The providers have ensured that the child has access to tuition books and other learning resources. Around 36% of parents sent their kids to tuition and 6% said that they make sure that the child has access to support books, stationeries, and the internet.
Interestingly, 33% of parents confirmed that they directly participate in their child’s learning activities. Checking note books and school dairies and discussing school related work were quite common. There were a couple of responses where unlettered parents sat with their children during homework hours. There were quite a few parents who played the direct role of a tutor at home and engaged with the child through learning games. The direct involvement in homework made us call them ‘the participators’. Also, 9% of parents said that their children got academic support at home from siblings and other family members.

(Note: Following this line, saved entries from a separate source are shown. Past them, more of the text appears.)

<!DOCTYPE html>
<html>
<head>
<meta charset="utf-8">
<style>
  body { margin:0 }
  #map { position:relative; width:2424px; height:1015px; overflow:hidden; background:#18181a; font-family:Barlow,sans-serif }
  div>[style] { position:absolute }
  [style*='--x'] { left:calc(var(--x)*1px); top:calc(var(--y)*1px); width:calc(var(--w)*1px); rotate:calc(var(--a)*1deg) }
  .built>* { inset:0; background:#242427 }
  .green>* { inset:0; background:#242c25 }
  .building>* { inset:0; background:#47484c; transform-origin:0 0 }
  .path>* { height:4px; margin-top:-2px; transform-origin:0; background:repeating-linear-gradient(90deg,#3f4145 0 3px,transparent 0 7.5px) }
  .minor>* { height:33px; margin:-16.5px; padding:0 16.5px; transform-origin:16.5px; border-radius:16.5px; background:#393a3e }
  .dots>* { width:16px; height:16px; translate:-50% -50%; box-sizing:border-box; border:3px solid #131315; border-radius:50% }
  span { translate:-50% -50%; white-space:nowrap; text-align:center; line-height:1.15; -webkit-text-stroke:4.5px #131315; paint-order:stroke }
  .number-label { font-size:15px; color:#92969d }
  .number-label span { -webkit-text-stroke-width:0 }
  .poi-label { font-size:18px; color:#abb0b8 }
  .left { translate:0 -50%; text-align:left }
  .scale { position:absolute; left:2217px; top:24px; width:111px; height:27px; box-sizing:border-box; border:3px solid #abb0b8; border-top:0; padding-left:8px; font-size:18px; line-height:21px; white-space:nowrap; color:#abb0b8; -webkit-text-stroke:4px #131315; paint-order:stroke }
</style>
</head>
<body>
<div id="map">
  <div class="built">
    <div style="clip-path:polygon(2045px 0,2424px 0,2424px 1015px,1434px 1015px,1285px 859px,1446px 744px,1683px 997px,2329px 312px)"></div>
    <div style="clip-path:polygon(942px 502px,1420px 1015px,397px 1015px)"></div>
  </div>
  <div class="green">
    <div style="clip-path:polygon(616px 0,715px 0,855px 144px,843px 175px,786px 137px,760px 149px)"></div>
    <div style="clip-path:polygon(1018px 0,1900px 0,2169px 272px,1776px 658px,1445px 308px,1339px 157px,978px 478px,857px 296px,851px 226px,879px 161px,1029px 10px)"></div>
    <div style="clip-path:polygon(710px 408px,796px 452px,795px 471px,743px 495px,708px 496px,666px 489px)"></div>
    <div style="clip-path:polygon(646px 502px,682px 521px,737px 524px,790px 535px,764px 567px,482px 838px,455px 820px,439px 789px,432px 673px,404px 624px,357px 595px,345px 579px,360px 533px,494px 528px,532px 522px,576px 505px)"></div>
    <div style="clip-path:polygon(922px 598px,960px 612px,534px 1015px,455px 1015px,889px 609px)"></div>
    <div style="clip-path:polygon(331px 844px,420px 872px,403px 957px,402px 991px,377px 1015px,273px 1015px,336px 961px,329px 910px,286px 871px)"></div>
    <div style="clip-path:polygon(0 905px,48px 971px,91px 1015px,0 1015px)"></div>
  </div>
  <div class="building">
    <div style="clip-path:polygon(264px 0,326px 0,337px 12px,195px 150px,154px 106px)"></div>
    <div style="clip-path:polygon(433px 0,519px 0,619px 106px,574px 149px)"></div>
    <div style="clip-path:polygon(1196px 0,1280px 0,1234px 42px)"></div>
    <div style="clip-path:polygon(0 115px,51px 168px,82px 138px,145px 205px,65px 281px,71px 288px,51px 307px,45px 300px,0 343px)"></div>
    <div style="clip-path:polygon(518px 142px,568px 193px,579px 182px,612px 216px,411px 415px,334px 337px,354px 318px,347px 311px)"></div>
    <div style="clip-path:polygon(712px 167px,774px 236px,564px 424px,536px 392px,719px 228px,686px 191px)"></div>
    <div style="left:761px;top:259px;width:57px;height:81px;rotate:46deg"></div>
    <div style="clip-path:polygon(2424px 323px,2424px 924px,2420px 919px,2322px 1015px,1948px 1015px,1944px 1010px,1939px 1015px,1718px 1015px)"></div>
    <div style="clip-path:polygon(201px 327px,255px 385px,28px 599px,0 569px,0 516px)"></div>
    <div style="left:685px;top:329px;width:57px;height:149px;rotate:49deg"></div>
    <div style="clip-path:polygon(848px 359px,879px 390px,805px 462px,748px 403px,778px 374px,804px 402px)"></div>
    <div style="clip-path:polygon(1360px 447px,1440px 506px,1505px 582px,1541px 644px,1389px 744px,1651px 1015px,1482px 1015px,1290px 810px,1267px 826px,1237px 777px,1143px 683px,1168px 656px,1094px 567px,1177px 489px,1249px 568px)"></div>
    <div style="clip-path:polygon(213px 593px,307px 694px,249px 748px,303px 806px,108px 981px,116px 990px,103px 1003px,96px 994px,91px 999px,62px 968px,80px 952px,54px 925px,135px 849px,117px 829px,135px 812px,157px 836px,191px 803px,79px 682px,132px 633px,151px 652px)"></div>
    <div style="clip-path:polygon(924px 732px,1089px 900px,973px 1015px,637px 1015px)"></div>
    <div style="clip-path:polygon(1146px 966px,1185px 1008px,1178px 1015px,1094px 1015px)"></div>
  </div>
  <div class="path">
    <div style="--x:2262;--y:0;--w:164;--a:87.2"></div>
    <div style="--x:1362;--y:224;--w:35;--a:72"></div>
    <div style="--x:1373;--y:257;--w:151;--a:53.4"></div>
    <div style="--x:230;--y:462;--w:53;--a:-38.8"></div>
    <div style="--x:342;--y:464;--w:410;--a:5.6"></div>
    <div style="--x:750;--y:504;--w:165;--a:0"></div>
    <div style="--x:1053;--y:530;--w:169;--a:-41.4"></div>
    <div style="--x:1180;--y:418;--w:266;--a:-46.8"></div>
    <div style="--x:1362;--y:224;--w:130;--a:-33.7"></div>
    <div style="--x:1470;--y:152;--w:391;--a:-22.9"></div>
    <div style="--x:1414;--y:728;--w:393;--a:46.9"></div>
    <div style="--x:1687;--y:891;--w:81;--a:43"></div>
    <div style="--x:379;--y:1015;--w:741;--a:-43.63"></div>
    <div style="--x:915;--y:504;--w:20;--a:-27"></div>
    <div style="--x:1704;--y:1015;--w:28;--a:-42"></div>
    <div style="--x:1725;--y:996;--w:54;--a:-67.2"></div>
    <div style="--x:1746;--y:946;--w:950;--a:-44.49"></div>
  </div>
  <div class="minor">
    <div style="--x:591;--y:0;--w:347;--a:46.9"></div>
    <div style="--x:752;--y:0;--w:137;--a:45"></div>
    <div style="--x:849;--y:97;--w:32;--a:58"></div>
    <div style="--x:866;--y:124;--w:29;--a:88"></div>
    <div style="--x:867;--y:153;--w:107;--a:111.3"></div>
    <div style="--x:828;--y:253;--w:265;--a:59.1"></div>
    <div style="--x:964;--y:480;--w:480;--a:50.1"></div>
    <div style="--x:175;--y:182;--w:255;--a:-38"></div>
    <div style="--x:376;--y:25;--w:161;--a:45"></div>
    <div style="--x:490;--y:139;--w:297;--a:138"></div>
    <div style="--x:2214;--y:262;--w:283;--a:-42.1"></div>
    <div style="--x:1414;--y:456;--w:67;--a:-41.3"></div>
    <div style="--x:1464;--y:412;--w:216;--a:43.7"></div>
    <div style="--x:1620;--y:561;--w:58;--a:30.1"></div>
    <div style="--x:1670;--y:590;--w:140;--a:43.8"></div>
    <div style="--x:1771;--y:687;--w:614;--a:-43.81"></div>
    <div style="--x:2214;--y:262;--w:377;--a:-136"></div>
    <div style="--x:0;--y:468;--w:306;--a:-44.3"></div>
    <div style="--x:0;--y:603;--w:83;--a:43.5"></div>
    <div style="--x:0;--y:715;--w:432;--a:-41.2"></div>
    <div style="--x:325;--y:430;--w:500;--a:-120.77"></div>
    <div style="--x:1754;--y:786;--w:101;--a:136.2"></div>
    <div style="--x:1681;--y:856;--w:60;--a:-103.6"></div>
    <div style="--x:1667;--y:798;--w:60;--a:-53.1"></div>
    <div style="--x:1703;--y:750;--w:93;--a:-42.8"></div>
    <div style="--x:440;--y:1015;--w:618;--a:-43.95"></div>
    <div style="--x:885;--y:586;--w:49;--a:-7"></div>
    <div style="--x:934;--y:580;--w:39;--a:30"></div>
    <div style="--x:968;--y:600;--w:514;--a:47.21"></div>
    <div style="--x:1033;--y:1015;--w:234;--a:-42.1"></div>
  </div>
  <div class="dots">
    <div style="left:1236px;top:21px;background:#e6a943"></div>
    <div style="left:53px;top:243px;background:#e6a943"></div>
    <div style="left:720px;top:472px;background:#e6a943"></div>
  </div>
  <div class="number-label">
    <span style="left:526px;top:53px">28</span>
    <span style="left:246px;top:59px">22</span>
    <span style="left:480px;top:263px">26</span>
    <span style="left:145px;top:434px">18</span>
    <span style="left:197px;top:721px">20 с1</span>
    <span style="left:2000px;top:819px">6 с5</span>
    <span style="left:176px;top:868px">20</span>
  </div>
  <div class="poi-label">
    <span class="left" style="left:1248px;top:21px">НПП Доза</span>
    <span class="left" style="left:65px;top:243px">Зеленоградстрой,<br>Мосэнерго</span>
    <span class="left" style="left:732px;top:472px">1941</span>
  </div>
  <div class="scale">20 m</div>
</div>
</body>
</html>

We called 16% of parents ‘the encouragers’ as they reminded children about homework, woke them up early or dropped them to schools. Also, we believe these categories are not water-tight and the role of parents in after-school learning can be a combination of all three roles.
According to intuitive estimates of a few teachers and principals, the attendance of parents has increased over the last three meetings. It’s surely challenged the perceptions that parents from disadvantageous communities cannot be engaged in academic activities. There are parents like Reena, who came prepared with the specific agenda of delayed distribution of computer textbooks. There were parents like Shakuntla, an immigrant from UP working as a domestic help, who came with a little helplessness and lots of openness, claiming that she will do whatever the teacher recommends for her child. Mid-sized hoardings of SMC members displaying their contact details encouraging parents to reach out for help, indicates that there are parents who are willing to support other parents as well.
Celebrating the massive success of Mega PTM is important, but planning further can not be procrastinated. Policy makers, government bodies, educationists, and citizens now need to put their brains and hearts into ensuring that parents become partners in our mission to revamp public education.